Currently in Tasmania...
Australia is proudly the land of the Fair Go. But if you have a mental health issue or a disability in Tasmania, it’s a different story:
- Mental health: According to a report by Primary Health Tasmania, 38% of Tasmanians have been diagnosed with a chronic mental health condition, and that figure has been steadily growing since 2010 – and that doesn’t include the many who did not seek help.
- Disabilities: This is even worse! According to the Australian Bureau of Statistics, more than one in four Tasmanians have a disability, higher than all other states and territories. For example, in 2011 more than 14,000 Tasmanians required assistance, but a third do not access services. We lack access to economic and social opportunity, and we lack self-confidence and a sense of agency.
- Suicide: In 2019, 108 Tasmanians took their own lives, 38 women and 70 men – two a week, every week.
- Housing: According to the Tenants Union, more than 3,800 individuals and families are on the waiting list for public housing. The average wait time is more than a year. Some will wait ten times that long. In Hobart, 12% of rental properties have been taken off the market and used for Air B&B, the highest rate in Australia.
Tasmania has a problem making space for everybody no matter what their ability or circumstance. People like me are ignored, or worse, shunned. Either way, we have no voice. We are less equal.
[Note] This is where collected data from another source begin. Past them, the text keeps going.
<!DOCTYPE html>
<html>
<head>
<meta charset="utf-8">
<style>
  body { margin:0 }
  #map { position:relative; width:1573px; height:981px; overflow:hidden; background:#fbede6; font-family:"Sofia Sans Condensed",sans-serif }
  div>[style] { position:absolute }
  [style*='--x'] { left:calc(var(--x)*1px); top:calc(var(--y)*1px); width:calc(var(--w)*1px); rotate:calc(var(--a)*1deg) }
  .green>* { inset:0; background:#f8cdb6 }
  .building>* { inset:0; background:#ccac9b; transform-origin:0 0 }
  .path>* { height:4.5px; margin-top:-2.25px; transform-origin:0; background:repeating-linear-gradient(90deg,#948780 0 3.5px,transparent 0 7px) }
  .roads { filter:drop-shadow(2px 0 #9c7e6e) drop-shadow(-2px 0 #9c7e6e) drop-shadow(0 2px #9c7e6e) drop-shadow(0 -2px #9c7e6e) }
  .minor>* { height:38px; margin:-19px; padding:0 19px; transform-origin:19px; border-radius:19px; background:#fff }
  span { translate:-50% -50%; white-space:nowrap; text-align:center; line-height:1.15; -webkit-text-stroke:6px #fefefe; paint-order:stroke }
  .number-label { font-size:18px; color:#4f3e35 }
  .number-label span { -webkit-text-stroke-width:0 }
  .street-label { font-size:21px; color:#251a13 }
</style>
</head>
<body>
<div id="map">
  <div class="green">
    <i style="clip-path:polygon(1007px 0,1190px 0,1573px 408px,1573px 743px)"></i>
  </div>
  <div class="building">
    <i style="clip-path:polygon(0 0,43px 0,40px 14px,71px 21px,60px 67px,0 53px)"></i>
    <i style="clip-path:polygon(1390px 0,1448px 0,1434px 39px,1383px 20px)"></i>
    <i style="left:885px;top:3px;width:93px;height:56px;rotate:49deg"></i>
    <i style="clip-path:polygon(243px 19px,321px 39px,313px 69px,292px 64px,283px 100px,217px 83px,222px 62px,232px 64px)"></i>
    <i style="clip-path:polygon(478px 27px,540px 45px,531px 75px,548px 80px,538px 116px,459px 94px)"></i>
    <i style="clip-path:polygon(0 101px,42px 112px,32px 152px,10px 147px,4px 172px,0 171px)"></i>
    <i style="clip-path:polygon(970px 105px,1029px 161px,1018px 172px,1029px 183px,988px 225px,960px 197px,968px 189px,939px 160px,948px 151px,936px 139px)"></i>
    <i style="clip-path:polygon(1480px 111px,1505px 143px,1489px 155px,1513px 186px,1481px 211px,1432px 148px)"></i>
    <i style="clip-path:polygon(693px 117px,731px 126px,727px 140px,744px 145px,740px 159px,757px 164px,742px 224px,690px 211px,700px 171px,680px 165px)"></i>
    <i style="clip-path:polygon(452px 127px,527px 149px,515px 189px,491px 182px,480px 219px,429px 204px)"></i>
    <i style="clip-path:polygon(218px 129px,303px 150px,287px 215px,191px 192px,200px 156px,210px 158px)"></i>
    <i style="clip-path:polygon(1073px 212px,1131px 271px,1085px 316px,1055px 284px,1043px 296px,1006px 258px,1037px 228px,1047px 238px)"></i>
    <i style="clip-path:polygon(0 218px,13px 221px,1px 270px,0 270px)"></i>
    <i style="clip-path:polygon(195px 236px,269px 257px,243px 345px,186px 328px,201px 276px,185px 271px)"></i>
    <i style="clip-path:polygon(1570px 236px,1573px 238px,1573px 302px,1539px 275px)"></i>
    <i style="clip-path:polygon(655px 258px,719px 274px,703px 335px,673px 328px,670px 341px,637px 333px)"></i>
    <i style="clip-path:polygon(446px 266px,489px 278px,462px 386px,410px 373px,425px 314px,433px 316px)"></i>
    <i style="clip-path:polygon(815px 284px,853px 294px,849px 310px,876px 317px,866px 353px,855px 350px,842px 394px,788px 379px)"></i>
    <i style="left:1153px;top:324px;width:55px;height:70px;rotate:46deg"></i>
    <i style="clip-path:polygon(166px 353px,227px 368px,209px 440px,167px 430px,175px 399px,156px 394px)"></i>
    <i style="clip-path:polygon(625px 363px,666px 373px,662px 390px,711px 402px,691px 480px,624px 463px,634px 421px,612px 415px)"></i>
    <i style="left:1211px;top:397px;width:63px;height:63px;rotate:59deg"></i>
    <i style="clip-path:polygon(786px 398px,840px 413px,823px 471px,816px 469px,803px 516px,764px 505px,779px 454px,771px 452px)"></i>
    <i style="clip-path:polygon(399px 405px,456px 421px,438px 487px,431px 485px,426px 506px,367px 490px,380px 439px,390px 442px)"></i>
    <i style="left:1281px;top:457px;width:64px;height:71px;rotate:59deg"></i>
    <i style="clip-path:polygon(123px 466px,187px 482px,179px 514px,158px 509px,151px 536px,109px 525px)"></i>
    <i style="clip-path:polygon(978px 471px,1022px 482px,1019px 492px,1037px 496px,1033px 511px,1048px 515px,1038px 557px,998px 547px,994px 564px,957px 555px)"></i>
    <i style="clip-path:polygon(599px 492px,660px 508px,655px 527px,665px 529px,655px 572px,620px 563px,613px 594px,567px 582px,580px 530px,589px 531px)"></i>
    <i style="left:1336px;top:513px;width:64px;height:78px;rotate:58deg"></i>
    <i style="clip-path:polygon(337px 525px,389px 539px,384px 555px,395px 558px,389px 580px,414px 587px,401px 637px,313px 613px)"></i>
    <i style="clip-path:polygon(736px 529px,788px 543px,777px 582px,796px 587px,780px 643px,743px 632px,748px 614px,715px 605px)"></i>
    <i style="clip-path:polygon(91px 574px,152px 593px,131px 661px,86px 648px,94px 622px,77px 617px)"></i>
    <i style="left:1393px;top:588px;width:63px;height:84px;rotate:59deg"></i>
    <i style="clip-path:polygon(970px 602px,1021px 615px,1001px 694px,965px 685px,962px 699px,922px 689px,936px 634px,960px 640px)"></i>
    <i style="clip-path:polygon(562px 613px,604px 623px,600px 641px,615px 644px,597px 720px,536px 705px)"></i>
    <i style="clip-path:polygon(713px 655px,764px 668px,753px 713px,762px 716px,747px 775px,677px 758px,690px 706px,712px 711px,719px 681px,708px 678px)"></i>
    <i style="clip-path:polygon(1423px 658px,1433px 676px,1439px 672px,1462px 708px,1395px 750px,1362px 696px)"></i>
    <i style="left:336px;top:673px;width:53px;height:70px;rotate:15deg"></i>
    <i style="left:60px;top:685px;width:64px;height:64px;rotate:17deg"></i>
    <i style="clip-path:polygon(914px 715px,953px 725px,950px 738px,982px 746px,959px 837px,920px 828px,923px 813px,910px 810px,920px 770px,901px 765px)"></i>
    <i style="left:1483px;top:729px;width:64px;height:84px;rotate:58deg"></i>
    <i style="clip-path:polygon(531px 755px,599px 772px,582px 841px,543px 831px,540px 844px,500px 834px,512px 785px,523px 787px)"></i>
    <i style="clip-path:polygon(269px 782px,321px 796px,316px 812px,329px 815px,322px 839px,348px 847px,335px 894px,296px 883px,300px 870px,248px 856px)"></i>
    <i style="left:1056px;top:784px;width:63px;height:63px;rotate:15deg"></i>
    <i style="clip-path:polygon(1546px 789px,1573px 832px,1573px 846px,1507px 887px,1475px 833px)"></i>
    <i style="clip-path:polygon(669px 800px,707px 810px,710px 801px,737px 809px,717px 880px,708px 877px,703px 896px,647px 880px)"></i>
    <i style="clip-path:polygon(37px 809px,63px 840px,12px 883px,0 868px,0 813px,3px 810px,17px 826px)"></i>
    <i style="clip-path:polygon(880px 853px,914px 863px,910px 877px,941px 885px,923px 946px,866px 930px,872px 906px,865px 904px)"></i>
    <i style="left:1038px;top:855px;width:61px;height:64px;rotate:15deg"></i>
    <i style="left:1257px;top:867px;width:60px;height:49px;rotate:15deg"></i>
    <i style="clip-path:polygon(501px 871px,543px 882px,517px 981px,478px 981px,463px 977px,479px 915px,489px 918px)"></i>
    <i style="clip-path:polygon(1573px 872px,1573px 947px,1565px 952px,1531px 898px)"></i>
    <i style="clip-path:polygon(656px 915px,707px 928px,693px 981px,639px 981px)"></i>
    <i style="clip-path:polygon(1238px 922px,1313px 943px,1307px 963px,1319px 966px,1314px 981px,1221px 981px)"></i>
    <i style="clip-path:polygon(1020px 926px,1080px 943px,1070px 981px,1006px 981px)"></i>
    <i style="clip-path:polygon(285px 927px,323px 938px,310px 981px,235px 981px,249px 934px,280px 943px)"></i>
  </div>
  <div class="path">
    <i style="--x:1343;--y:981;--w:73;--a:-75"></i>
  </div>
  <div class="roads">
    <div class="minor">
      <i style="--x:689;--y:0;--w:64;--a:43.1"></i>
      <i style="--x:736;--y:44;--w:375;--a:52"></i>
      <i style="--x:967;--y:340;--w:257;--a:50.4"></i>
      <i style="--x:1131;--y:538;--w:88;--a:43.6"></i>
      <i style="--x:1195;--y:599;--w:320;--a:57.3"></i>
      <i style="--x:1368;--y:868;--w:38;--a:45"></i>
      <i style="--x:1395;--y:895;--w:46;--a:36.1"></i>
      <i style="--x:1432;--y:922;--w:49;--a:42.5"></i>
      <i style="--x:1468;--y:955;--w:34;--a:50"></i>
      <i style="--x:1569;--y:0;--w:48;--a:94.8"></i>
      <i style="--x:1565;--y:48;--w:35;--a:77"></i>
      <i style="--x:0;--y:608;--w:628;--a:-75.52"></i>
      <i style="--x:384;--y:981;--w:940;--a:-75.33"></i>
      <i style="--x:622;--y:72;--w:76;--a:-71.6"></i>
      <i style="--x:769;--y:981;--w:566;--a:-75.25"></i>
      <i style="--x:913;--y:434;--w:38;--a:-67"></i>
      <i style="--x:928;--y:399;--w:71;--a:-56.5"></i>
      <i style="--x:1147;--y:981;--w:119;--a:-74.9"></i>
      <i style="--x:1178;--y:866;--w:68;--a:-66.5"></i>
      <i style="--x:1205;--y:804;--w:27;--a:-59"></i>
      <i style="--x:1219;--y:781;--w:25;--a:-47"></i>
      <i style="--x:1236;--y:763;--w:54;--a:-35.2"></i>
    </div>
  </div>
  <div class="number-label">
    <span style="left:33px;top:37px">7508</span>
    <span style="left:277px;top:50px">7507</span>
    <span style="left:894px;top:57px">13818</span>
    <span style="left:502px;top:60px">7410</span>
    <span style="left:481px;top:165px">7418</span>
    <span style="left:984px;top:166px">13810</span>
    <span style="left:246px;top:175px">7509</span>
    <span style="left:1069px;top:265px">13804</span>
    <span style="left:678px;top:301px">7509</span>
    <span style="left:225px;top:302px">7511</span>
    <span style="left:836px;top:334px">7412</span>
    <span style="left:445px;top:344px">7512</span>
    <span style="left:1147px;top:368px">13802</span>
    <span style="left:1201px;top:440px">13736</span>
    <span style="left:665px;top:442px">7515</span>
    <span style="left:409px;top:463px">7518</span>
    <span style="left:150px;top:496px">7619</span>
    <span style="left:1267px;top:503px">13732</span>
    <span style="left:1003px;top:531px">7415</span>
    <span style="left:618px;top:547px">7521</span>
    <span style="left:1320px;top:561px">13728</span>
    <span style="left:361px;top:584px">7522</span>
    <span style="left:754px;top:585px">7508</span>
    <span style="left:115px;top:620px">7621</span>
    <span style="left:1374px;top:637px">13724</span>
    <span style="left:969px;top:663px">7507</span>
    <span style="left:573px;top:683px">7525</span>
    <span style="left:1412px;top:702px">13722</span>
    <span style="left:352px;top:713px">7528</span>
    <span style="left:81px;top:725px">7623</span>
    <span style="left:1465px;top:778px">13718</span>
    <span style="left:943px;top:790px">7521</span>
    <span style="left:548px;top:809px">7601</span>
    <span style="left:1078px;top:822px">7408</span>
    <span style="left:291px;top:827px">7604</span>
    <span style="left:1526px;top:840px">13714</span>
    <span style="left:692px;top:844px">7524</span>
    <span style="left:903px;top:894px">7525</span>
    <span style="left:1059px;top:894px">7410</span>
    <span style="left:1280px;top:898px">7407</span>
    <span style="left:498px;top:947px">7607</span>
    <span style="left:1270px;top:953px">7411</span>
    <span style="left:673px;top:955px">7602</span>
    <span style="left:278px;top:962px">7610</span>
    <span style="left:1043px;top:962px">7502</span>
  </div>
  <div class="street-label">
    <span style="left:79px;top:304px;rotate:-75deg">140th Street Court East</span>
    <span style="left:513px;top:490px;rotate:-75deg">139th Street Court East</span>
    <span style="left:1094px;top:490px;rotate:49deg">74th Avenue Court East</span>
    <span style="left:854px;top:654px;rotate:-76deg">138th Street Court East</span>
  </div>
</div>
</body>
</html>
Meanwhile, many millions of dollars are being spent to subsidise large corporations who can well afford the costs of doing business. Their shareholders pocket the profits while ordinary Tasmanians like you and me suffer the costs of poorly funded health care: ramping ambulances and interminably long wait times for appointments, assessments, and procedures. This system is broken.
My Vision for Tasmania
Higher taxes won't fix our mental health and disability problems. We need fresh thinking and we need fair thinking. The funding already exists hidden away in subsidies to big businesses. These huge subsidies are funnelled into the pockets of big corporations long after they become profitable, and should be redirected back into communities for the health and wellbeing of all Tasmanians.
Your vote for me is a vote for a fair go.